▸ YOUR TASK
Please keep the images out and set down the data exactly as given.

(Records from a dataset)
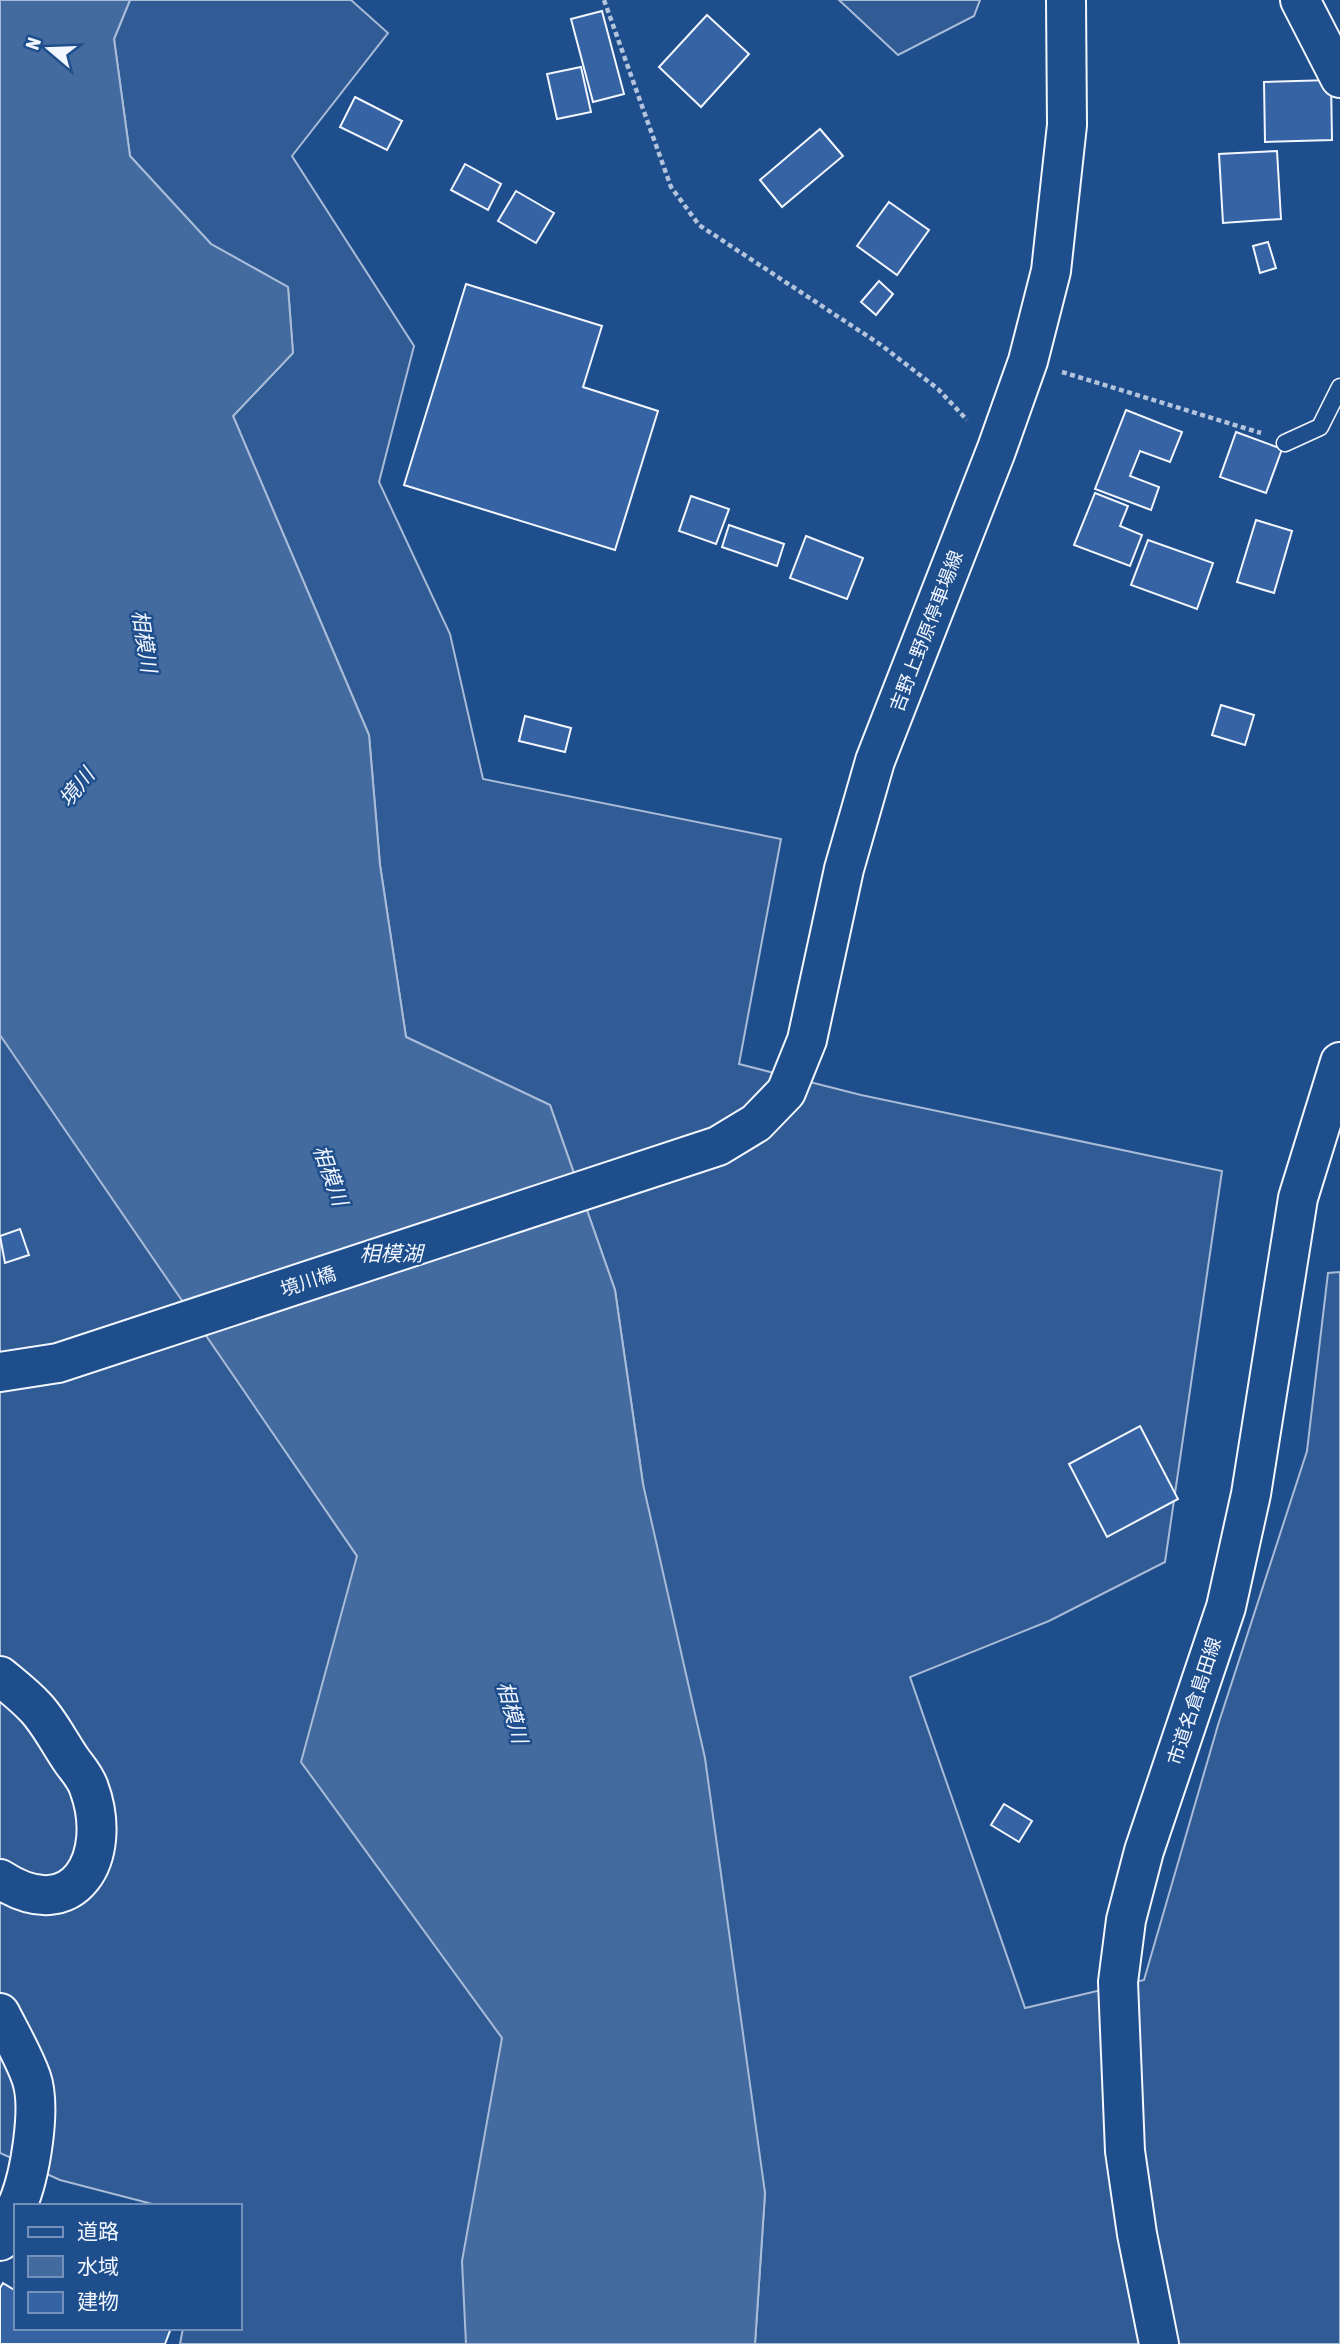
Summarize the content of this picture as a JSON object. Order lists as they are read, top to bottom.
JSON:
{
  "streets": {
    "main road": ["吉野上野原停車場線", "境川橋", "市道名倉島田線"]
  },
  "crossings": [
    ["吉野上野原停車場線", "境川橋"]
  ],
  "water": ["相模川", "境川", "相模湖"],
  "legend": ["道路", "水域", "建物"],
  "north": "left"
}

▸ YOUR RESPONSE
Summarize the content of this picture as a JSON object. Order lists as they are read, top to bottom.
JSON:
{
  "streets": {
    "main road": ["吉野上野原停車場線", "境川橋", "市道名倉島田線"]
  },
  "crossings": [
    ["吉野上野原停車場線", "境川橋"]
  ],
  "water": ["相模川", "境川", "相模湖"],
  "legend": ["道路", "水域", "建物"],
  "north": "left"
}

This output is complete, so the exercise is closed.